* **Work instruction**:
For the records below, print the lines from the line with "const ctx = document.querySelector('canvas').getContext('2d');" through the line with "ctx.strokeStyle = color;" exactly as written; include both end lines and exclude the rest.

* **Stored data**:
____________________
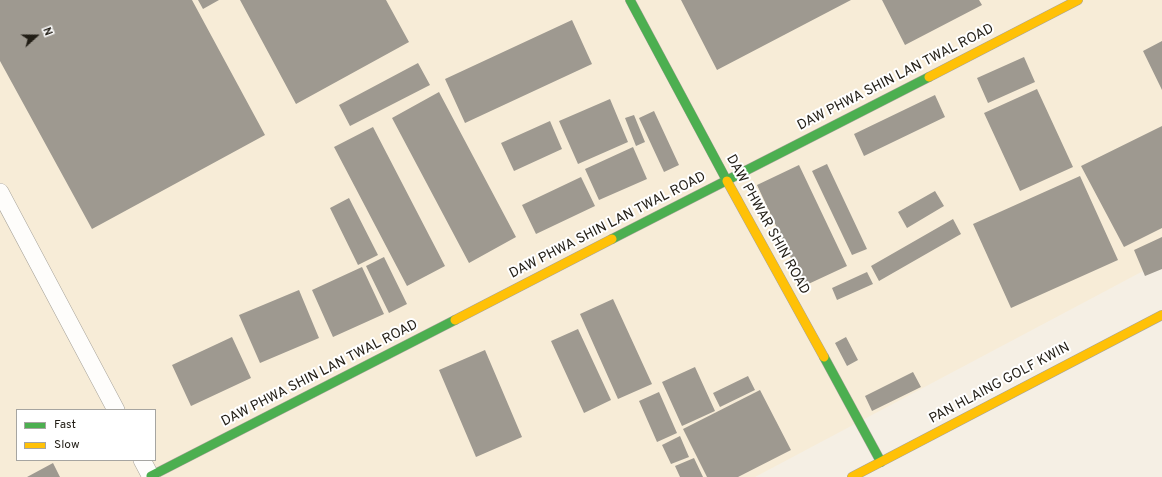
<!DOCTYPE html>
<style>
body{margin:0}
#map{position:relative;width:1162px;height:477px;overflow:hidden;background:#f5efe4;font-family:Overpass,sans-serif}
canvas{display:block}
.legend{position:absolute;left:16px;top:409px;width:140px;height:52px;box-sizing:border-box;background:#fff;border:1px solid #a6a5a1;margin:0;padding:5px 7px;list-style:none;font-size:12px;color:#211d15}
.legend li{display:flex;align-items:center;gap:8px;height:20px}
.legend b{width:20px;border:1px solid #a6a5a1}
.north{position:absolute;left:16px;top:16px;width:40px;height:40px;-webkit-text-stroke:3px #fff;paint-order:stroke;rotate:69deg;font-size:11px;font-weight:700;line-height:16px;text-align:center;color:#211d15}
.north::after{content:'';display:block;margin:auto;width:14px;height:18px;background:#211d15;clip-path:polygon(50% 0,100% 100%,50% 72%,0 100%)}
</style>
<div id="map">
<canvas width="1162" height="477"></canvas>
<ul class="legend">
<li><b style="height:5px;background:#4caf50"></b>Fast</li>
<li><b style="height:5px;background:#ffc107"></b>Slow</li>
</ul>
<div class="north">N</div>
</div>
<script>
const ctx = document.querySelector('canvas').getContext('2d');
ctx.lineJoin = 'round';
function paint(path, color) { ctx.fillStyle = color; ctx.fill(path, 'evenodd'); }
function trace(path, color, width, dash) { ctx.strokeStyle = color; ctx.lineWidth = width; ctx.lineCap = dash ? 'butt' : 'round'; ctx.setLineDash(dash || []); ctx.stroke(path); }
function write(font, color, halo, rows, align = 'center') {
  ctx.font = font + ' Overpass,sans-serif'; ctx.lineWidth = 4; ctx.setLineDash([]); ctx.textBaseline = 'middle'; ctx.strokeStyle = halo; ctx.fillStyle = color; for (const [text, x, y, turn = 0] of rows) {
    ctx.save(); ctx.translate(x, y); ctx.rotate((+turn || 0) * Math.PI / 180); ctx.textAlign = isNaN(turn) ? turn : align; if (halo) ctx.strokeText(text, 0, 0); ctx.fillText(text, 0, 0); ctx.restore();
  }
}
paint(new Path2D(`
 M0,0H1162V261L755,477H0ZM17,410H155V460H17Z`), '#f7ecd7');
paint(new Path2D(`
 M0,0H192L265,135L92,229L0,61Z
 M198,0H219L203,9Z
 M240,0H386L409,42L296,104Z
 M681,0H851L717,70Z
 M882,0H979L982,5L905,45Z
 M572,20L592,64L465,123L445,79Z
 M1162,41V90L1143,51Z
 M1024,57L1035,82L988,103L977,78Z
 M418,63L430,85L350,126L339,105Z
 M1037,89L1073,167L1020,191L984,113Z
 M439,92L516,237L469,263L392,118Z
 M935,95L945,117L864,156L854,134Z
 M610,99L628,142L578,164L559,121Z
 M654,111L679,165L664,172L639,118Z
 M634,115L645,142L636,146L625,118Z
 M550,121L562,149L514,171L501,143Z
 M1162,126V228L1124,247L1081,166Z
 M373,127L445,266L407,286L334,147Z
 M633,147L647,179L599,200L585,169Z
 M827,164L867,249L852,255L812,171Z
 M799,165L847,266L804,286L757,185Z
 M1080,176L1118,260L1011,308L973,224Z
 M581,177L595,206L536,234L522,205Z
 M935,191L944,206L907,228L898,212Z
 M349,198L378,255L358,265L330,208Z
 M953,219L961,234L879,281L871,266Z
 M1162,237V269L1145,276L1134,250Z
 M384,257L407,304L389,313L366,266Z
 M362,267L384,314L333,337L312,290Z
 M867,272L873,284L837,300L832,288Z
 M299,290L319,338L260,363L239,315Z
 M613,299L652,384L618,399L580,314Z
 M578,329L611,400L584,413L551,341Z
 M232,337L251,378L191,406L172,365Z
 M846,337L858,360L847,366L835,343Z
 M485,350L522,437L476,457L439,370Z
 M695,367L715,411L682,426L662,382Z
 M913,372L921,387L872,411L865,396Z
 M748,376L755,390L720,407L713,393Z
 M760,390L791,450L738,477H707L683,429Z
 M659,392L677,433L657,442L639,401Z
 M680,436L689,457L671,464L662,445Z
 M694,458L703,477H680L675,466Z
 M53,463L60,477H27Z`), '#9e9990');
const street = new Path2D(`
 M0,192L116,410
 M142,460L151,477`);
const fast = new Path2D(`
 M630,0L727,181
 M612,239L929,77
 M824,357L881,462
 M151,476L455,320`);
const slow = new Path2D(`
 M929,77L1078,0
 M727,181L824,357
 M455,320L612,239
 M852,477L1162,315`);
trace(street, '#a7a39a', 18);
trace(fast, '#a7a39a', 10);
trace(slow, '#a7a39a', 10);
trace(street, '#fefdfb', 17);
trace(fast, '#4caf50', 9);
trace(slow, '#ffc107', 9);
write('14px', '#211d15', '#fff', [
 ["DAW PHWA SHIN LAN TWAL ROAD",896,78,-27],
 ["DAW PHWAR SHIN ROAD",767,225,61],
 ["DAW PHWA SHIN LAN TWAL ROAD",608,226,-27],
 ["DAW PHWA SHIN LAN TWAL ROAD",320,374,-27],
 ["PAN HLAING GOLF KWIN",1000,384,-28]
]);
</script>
____________________
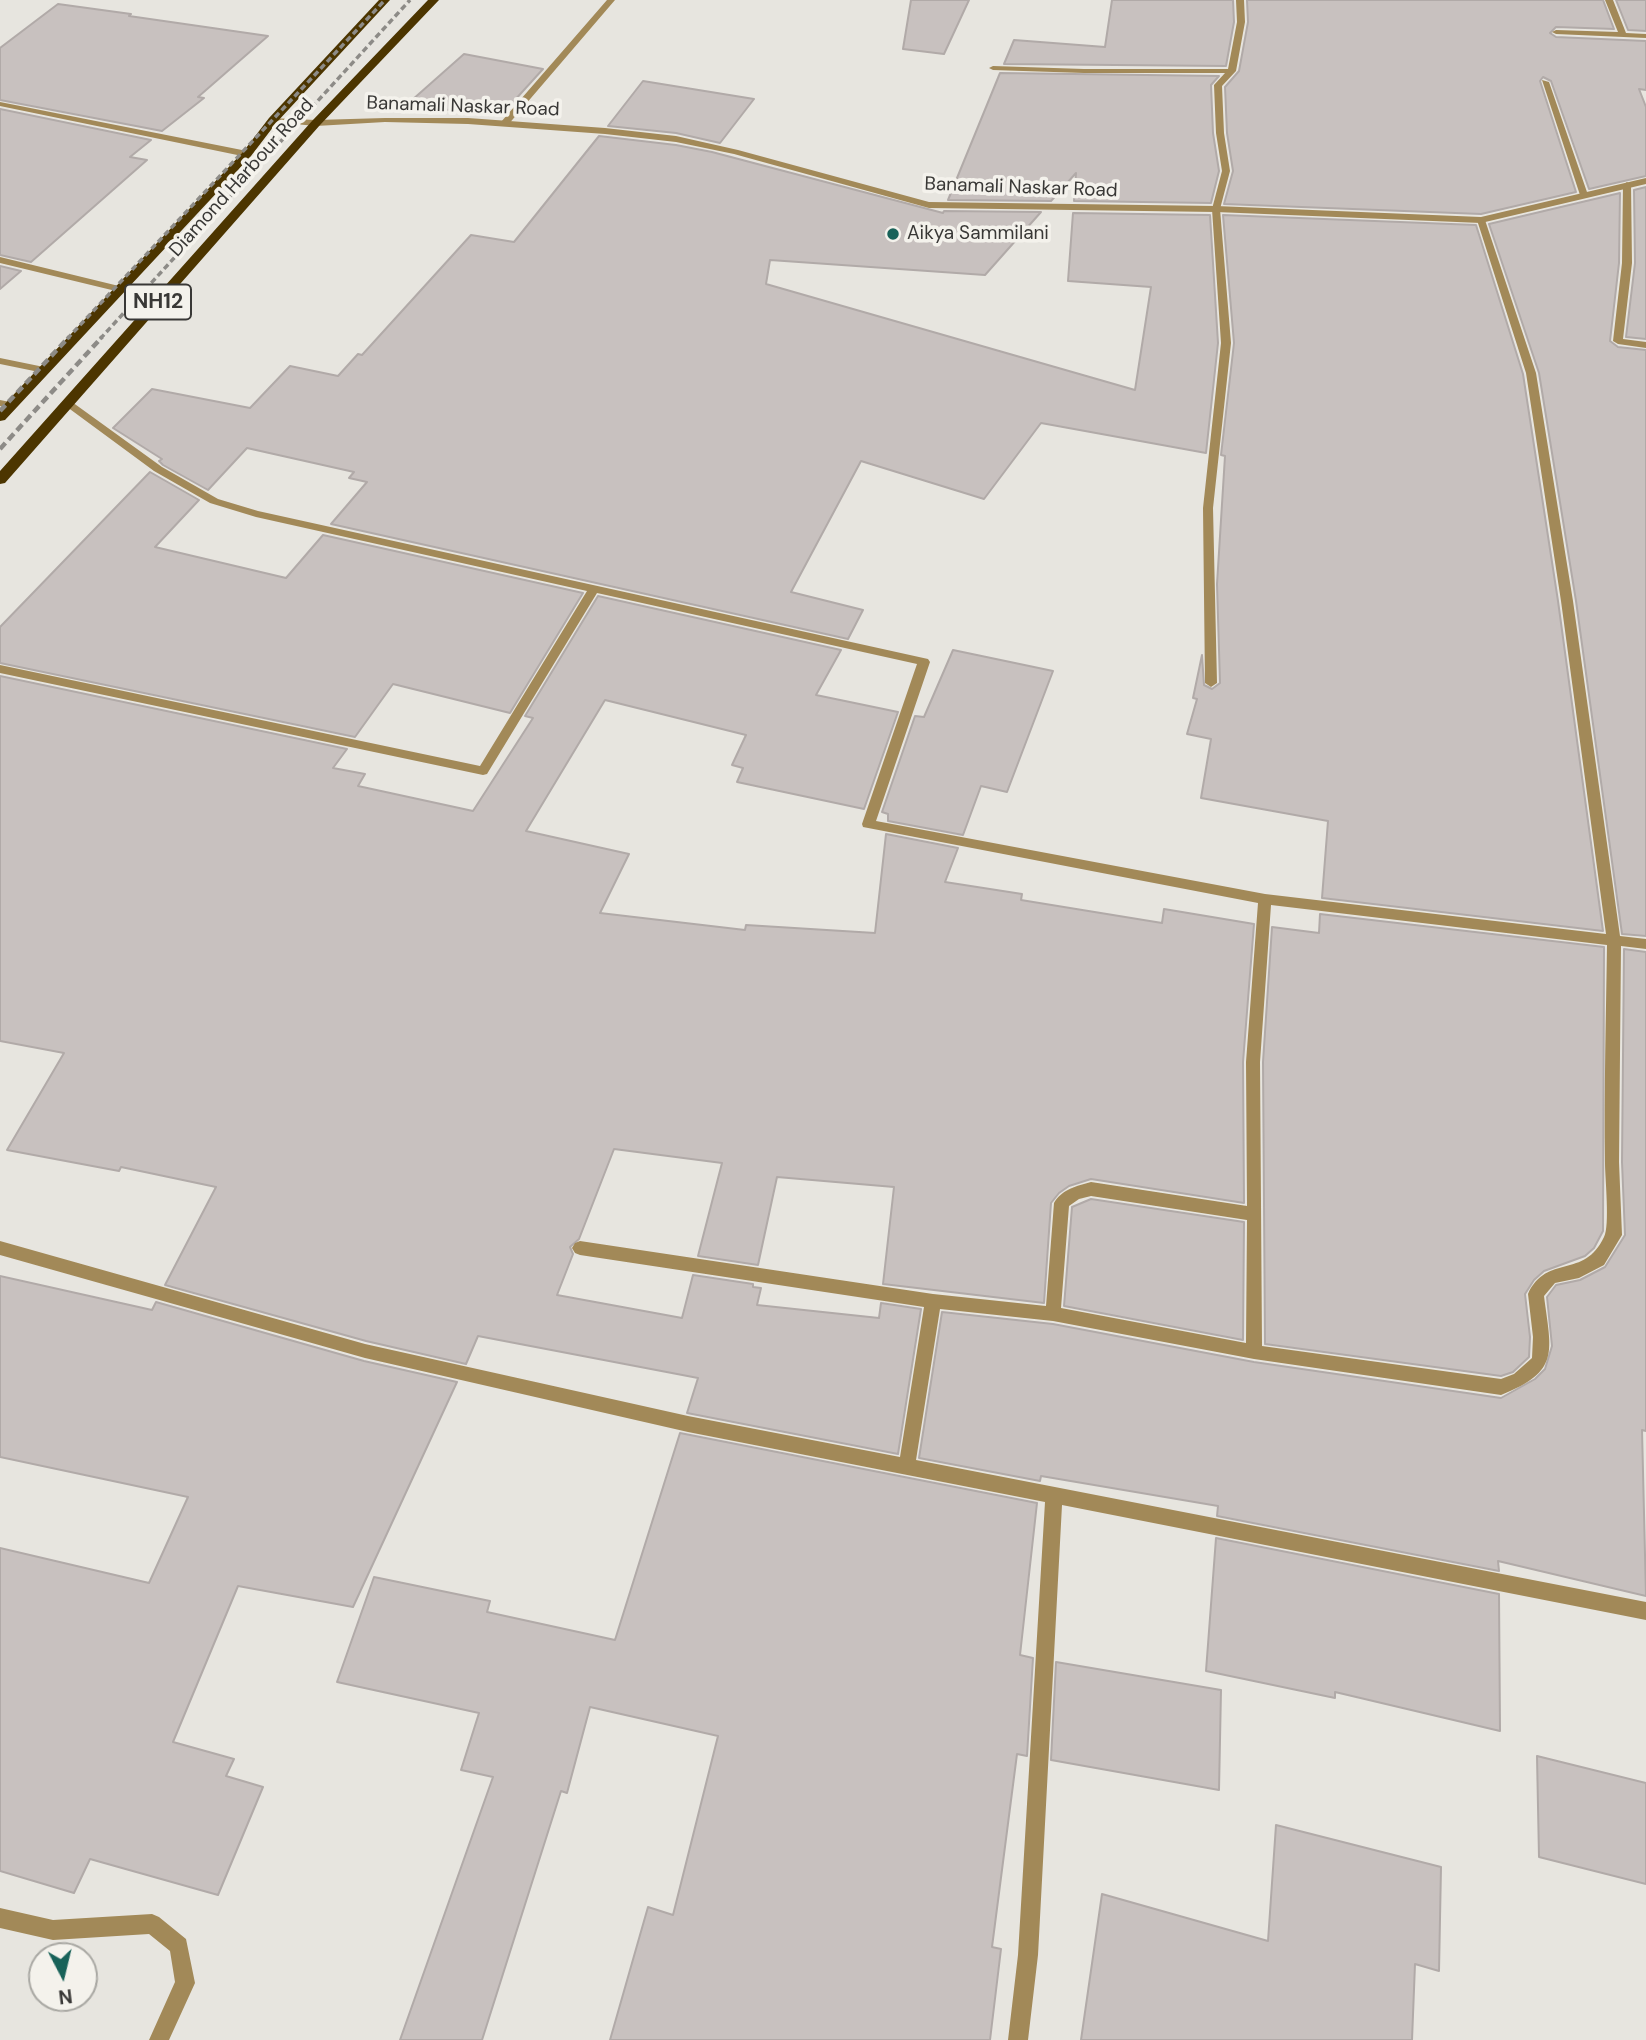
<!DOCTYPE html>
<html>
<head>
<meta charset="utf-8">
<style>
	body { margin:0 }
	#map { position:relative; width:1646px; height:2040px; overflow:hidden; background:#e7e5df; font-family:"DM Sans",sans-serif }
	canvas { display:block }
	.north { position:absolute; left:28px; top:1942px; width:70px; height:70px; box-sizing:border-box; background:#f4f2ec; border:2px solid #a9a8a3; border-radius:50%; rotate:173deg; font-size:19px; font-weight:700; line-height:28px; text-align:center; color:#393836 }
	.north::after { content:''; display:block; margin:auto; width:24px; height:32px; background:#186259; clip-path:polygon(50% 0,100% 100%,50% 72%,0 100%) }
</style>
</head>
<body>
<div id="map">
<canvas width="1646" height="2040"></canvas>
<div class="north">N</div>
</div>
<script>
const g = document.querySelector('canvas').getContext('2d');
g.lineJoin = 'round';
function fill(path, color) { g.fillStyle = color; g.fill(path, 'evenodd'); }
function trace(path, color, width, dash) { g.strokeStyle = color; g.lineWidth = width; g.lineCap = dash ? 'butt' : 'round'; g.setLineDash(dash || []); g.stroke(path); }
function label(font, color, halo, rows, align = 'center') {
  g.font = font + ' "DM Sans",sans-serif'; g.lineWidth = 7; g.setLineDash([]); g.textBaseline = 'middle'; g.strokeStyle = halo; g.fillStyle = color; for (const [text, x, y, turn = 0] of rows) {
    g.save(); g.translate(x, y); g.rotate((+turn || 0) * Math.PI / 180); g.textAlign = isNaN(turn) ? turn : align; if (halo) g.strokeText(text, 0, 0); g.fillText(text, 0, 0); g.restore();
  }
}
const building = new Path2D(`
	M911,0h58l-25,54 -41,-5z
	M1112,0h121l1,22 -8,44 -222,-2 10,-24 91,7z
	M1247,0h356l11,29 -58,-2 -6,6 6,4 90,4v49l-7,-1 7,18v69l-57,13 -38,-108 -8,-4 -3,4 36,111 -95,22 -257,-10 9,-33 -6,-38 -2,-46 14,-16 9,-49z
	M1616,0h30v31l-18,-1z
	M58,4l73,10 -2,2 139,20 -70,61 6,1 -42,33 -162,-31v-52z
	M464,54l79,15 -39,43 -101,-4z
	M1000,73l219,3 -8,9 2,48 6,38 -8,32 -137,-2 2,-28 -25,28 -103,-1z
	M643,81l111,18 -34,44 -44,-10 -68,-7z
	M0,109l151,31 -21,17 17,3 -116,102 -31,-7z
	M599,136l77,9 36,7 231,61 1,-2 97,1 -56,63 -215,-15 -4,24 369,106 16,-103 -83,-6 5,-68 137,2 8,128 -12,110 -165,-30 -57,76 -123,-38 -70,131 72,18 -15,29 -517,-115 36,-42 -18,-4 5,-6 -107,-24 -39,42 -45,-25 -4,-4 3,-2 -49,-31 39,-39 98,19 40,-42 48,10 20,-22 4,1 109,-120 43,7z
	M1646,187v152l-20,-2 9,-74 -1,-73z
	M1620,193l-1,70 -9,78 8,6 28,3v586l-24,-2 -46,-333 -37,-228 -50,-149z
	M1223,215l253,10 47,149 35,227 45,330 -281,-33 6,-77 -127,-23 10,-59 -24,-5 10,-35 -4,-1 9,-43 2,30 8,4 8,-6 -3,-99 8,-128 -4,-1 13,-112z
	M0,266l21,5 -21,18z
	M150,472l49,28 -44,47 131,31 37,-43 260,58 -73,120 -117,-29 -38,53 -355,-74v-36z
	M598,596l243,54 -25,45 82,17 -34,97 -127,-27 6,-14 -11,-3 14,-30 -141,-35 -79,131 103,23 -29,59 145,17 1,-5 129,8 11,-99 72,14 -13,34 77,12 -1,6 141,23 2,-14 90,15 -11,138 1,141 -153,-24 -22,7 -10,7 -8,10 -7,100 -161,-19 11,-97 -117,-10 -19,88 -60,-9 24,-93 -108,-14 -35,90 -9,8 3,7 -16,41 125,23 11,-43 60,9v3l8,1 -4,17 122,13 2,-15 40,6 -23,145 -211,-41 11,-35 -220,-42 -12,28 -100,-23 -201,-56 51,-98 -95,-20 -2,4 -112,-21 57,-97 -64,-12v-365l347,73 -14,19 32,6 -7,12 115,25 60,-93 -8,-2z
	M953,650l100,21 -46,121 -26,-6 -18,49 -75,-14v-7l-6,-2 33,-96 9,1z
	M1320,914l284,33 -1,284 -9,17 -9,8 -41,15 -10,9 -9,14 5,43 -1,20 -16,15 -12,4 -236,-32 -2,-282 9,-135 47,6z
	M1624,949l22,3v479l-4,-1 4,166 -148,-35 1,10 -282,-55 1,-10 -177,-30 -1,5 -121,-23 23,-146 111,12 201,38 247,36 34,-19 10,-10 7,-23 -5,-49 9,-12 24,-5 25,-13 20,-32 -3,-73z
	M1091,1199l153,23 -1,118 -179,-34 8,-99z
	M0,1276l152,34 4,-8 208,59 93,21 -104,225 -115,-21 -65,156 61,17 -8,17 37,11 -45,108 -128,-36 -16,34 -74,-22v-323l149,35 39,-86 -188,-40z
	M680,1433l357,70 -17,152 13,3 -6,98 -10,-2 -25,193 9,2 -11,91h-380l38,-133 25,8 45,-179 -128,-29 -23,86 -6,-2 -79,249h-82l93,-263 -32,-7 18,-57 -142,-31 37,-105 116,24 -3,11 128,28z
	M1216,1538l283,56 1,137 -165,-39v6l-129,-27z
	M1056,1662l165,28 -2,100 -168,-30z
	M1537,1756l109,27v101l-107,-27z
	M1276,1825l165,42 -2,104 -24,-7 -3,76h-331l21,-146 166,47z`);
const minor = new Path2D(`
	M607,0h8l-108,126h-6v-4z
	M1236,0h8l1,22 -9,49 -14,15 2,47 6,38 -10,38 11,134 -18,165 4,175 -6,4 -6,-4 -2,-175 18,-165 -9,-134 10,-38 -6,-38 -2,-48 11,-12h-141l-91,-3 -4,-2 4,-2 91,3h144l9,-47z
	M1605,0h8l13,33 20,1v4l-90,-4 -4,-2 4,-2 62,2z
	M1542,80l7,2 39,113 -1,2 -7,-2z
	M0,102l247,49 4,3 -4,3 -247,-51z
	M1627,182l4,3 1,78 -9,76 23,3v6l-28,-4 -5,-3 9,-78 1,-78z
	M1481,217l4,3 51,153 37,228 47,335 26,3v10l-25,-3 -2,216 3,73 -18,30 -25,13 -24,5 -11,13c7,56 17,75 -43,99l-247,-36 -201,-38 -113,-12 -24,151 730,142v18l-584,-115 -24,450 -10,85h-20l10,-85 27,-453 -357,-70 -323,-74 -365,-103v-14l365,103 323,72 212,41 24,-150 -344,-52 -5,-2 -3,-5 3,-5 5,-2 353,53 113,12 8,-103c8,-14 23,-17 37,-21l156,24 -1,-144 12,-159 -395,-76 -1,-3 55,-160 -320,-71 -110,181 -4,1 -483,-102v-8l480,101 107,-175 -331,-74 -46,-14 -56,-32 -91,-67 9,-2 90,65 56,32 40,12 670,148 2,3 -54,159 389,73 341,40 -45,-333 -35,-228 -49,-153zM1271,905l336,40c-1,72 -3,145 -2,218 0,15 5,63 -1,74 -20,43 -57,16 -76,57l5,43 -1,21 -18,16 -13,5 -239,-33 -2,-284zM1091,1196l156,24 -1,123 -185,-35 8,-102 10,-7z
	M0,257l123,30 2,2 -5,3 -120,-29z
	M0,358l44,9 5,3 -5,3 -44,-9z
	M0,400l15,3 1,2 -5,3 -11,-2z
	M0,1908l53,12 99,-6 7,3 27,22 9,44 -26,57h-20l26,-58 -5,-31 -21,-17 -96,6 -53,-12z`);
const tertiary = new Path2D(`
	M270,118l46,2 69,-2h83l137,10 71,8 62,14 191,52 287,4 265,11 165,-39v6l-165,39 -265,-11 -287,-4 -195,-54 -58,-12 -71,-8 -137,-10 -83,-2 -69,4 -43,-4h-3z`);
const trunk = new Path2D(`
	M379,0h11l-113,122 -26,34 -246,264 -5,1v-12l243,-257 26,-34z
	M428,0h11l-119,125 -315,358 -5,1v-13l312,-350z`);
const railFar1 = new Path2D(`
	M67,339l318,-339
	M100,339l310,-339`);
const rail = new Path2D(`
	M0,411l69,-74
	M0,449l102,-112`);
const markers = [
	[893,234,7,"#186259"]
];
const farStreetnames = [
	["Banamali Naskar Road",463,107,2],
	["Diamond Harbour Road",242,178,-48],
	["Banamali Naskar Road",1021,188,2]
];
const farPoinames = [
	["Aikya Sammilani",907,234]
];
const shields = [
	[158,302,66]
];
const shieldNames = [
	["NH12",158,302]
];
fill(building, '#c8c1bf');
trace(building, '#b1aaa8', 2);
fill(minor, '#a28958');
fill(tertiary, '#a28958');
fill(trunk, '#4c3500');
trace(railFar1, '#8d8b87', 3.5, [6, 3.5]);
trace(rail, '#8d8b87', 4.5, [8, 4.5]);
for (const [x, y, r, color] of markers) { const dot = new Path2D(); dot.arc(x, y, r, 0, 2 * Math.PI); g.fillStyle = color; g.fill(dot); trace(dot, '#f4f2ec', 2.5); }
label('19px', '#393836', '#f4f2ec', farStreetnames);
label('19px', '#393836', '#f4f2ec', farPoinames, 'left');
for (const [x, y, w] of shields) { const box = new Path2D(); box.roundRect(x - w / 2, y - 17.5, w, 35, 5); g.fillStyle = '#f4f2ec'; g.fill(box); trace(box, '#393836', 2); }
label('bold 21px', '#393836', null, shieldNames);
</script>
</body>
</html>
____________________
* **Finished exercise**:
const ctx = document.querySelector('canvas').getContext('2d');
ctx.lineJoin = 'round';
function paint(path, color) { ctx.fillStyle = color; ctx.fill(path, 'evenodd'); }
function trace(path, color, width, dash) { ctx.strokeStyle = color; ctx.lineWidth = width; ctx.lineCap = dash ? 'butt' : 'round'; ctx.setLineDash(dash || []); ctx.stroke(path); }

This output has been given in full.